A reliable presence for small farms through out the Chilkat/Klehini Valley has taken leave this week and won't be making his usual round of deliveries.

Merv Armstrong of Haines Junction (more precisely, Dezdeash Lake, YKT.), died Mon. February 7th of a stroke. Merv operated his Hay Ranch at the lake for most of the last thirty years, supplying the region with a sweet mix of natural and Siberian grasses.

Our friends Bob and Margaret Andrews passed along this info for those hoping to pay their tributes. A celebration of Merv Armstrong's life will be on Friday, February 18, from 12 noon to 3p.m. at the Haines Junction Convention Center.

We'll miss the regular 'toot' on your way past, Merv.

Bob also gave me an introduction to JEFF LOWENFELS and his recent gardening articles in The Anchorage Daily News. I'm still such a newbie to the internet that I was thrilled to find such a great resource on Alaskan Gardening, so neatly bundled together. Thanks Mr. and Mrs. A.

So, here's to friends and gardens, and all matters in transition.

(looking down stream on the Dezdeash River ~ from Autumn 2010)

(a low snow year for the little barn and it's occupants)

Joan Dye Gussow

This morning I've spent time wading through my own archival tsunami that I've intended to pull from someday.
The effort's been brought on by three things. The passing of one full year of being home in the Klehini Valley (after being gone two years to help care for our mom through her passing last February). I'm taking a U of A writing course in Klukwan this spring (always an excellent catalyst to dredge). And, third... I'm a woman of a certain age (be forewarned, I'm looking at creating photo albums with paper, glue and thirty years worth of images next! Every family has it's archivist. Ours moved to NYC!).

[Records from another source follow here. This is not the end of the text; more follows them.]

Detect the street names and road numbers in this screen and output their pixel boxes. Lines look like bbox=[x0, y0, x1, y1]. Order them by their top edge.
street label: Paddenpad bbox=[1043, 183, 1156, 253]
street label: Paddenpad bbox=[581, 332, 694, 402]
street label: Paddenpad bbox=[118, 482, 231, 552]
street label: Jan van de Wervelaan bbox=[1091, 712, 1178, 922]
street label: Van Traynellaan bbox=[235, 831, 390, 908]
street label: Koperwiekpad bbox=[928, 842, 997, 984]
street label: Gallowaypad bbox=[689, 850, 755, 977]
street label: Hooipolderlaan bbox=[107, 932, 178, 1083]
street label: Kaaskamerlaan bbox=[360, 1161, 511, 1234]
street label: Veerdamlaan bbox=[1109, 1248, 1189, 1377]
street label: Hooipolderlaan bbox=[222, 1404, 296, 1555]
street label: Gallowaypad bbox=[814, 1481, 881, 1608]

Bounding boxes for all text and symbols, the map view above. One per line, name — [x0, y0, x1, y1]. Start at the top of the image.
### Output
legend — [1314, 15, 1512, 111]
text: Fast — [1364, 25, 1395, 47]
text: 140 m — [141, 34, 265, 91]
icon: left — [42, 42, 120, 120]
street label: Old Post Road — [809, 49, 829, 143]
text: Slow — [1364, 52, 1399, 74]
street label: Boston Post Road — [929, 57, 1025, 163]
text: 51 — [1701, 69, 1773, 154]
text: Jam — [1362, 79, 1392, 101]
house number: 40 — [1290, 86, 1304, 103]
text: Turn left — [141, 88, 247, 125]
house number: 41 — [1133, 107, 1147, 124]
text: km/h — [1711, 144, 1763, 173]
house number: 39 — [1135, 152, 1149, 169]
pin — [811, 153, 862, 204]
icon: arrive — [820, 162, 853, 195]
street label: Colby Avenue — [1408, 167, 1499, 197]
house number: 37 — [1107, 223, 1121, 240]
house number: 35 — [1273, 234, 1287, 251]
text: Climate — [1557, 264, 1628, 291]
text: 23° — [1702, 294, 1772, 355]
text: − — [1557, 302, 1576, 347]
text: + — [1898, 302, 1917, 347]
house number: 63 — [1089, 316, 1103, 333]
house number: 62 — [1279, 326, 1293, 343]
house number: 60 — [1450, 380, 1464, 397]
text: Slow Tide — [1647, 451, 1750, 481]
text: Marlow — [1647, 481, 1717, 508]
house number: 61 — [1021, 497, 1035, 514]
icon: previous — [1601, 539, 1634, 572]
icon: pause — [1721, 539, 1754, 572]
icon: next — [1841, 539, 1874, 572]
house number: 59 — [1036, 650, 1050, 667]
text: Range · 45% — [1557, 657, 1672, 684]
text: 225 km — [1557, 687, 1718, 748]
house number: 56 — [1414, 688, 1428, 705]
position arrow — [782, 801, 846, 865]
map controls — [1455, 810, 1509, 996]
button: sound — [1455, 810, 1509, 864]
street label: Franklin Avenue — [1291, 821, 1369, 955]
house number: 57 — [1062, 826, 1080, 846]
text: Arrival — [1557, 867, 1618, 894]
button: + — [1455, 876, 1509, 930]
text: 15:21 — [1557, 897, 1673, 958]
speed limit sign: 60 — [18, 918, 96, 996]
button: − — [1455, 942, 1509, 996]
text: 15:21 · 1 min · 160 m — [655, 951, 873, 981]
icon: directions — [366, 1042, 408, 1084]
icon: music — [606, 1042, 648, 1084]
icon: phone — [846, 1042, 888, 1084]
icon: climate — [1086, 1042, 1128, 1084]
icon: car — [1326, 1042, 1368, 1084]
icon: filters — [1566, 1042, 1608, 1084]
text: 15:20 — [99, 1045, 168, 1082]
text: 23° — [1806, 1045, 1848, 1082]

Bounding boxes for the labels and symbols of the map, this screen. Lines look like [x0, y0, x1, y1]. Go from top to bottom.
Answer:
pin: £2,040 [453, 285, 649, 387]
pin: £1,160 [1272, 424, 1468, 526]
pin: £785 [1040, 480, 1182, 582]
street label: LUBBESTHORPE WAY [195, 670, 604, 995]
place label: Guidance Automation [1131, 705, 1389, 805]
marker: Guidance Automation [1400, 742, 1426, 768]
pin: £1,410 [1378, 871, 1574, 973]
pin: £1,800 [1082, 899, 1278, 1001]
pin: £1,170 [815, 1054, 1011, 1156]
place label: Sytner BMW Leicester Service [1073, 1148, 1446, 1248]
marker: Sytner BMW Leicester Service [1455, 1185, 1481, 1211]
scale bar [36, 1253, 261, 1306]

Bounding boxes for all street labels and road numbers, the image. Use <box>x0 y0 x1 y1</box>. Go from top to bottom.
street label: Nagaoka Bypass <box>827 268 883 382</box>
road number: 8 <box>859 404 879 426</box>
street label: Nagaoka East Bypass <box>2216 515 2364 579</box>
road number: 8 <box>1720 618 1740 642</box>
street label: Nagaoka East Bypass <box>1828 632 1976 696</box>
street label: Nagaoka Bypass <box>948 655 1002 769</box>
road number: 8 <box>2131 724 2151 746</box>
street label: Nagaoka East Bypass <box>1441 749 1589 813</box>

From today's inbox, ~via~ Matter Daily Bookstore and Review, I was introduced to Joan Dye Gussow. Gussow's work is published and reviewed here by Chelseagreen Books covering some of my most cherished topics, particularly backyard homesteading. She's an eloquent thinker with dirt beneath her fingernails.

This fine video interview is on the topic of her new book, 'Growing, Older'.
For those of us with "out the highway DSL", start the film, allow it to download while it's on pause, continue to explore elsewhere with another page, then, when you return, drag the slide bar back to begin viewing. Patience is... well, y'know the drill.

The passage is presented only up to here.